→ Exercise brief
The lines needed are those from the start of the records through the line holding "solid #fff;border-radius:50%;background:#1a73e8;box-shadow:0 0", each copied exactly.

[Saved data entries]

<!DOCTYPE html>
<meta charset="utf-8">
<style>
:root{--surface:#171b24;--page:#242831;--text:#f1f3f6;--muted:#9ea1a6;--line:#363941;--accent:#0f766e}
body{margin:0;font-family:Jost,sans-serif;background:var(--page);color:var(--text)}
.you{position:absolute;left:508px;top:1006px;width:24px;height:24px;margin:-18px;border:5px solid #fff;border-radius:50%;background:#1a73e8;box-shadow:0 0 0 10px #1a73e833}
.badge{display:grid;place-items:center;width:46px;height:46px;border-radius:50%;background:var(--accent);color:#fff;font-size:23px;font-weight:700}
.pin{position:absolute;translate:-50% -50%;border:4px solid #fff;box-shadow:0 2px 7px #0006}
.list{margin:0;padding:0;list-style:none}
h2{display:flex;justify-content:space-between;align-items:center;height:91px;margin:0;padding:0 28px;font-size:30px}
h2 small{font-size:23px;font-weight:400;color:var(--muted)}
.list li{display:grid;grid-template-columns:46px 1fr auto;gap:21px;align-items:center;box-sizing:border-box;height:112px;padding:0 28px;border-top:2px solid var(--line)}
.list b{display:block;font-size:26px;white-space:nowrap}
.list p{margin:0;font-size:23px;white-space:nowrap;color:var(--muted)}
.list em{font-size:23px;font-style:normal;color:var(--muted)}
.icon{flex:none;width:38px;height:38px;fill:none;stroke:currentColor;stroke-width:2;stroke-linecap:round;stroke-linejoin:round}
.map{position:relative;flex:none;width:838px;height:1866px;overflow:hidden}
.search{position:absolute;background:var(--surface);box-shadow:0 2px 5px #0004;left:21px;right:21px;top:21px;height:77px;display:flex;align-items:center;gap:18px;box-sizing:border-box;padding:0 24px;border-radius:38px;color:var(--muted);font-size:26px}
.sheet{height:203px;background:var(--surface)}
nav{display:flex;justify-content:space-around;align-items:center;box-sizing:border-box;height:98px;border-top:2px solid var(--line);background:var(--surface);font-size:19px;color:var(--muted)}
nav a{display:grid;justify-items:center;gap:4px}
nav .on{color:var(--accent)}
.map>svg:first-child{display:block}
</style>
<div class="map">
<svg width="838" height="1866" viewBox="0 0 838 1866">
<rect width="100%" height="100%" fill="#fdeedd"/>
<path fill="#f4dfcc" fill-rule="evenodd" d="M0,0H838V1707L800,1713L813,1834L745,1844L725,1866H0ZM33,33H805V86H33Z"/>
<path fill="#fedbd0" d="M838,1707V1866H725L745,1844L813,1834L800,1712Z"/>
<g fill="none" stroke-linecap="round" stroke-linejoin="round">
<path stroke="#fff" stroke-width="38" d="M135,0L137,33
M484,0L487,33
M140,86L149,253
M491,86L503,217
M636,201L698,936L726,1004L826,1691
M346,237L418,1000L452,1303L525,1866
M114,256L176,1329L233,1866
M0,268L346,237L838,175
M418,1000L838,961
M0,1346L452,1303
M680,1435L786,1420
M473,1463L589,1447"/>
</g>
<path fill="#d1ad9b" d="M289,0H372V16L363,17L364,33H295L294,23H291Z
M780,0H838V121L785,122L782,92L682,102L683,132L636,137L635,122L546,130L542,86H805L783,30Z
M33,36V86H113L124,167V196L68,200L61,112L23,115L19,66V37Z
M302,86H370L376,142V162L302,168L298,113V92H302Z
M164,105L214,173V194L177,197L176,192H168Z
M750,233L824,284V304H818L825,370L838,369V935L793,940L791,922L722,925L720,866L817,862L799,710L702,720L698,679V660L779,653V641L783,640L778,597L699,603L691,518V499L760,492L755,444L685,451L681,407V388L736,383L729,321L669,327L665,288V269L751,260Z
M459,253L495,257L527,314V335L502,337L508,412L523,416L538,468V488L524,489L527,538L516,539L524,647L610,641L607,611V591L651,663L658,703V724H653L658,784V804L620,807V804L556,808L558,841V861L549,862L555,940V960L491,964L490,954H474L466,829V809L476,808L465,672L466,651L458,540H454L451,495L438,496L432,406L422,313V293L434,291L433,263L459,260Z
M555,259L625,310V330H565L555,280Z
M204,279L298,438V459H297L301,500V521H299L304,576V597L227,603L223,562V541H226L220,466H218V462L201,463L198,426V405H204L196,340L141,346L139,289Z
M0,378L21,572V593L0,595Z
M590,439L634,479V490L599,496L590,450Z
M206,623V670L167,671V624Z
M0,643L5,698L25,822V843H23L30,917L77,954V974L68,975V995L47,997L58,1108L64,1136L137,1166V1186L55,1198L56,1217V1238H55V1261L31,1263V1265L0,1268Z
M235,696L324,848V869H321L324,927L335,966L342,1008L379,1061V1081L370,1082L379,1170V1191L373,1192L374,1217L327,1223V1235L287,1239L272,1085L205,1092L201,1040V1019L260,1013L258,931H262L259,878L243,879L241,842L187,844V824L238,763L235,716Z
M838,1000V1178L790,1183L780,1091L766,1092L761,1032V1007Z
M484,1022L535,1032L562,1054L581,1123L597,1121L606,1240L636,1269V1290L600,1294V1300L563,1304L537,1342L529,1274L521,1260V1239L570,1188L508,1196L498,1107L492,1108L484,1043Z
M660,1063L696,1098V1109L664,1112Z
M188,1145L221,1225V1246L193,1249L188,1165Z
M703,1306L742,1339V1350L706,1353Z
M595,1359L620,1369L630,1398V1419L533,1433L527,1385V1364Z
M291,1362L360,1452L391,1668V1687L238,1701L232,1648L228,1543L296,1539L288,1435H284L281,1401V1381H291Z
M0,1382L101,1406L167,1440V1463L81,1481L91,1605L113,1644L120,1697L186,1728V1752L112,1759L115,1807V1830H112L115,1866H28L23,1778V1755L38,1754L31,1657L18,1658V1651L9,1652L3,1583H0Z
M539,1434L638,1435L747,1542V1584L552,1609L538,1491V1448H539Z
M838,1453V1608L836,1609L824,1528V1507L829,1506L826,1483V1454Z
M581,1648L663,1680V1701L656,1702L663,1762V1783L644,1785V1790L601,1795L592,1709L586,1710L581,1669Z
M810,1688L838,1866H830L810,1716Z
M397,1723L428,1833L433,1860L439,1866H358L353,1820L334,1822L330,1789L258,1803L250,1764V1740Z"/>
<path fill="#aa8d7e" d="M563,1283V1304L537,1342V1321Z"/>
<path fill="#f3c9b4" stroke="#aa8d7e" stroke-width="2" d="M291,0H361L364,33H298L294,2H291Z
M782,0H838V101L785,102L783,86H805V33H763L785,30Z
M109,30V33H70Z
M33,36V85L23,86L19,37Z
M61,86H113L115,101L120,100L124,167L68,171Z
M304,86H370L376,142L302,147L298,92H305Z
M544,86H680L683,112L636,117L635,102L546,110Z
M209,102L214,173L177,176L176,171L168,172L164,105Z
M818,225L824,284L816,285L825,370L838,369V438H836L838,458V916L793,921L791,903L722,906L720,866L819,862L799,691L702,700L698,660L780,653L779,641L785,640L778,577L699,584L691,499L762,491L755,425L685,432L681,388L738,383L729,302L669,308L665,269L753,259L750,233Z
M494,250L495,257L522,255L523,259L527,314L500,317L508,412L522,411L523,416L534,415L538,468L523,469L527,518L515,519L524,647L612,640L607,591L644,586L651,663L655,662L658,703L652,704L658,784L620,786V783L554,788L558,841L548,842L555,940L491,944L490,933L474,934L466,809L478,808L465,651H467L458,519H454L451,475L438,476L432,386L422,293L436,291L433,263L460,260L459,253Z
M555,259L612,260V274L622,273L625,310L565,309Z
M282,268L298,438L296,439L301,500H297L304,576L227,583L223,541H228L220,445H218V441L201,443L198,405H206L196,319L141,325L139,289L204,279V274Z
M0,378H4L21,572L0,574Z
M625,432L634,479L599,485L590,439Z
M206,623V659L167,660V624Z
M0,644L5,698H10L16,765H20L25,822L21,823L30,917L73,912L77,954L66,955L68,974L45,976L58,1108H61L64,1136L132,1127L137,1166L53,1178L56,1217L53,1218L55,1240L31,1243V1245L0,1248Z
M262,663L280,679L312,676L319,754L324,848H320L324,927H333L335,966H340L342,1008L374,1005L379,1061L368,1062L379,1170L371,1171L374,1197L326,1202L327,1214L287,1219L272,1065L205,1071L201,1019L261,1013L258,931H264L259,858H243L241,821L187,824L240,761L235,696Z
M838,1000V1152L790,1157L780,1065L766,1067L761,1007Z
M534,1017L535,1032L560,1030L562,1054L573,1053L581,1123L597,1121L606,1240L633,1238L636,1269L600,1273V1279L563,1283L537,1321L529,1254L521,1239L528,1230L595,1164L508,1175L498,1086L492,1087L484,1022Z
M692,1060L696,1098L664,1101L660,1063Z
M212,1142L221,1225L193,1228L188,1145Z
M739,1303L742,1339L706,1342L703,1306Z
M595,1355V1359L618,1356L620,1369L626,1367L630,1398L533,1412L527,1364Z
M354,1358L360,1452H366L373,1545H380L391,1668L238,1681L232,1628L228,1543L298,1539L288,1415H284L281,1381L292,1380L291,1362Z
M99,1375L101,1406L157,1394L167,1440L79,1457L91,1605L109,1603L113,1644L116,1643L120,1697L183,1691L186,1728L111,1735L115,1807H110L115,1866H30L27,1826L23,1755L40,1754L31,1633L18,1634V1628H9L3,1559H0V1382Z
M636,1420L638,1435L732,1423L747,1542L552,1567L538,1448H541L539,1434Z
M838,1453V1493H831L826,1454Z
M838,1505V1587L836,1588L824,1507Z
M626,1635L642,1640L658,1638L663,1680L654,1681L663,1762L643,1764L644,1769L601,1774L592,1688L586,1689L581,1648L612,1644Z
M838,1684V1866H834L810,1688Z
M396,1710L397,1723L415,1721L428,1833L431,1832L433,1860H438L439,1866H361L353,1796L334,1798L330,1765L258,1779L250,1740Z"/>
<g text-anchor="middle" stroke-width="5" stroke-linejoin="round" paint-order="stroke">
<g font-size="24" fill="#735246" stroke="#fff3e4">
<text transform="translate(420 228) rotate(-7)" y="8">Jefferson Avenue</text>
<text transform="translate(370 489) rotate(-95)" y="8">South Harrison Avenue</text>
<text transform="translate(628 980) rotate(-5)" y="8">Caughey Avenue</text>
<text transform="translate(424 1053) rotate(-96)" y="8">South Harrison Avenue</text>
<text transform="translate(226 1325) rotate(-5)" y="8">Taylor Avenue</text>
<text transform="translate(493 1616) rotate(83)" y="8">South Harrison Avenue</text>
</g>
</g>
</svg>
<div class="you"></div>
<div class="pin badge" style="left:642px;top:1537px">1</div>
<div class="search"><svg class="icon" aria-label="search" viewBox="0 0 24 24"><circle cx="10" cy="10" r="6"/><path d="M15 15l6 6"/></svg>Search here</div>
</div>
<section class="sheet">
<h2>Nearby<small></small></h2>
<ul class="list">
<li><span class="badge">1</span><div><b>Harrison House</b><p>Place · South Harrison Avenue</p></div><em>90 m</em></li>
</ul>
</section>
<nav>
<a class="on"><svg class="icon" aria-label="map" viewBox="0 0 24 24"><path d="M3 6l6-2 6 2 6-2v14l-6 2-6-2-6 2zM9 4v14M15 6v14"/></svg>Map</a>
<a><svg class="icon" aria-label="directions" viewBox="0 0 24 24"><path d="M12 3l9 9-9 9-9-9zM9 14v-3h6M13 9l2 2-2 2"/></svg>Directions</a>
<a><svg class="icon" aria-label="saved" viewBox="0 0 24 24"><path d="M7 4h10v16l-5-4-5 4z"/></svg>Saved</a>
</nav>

→ Solution to this task
<!DOCTYPE html>
<meta charset="utf-8">
<style>
:root{--surface:#171b24;--page:#242831;--text:#f1f3f6;--muted:#9ea1a6;--line:#363941;--accent:#0f766e}
body{margin:0;font-family:Jost,sans-serif;background:var(--page);color:var(--text)}
.you{position:absolute;left:508px;top:1006px;width:24px;height:24px;margin:-18px;border:5px solid #fff;border-radius:50%;background:#1a73e8;box-shadow:0 0 0 10px #1a73e833}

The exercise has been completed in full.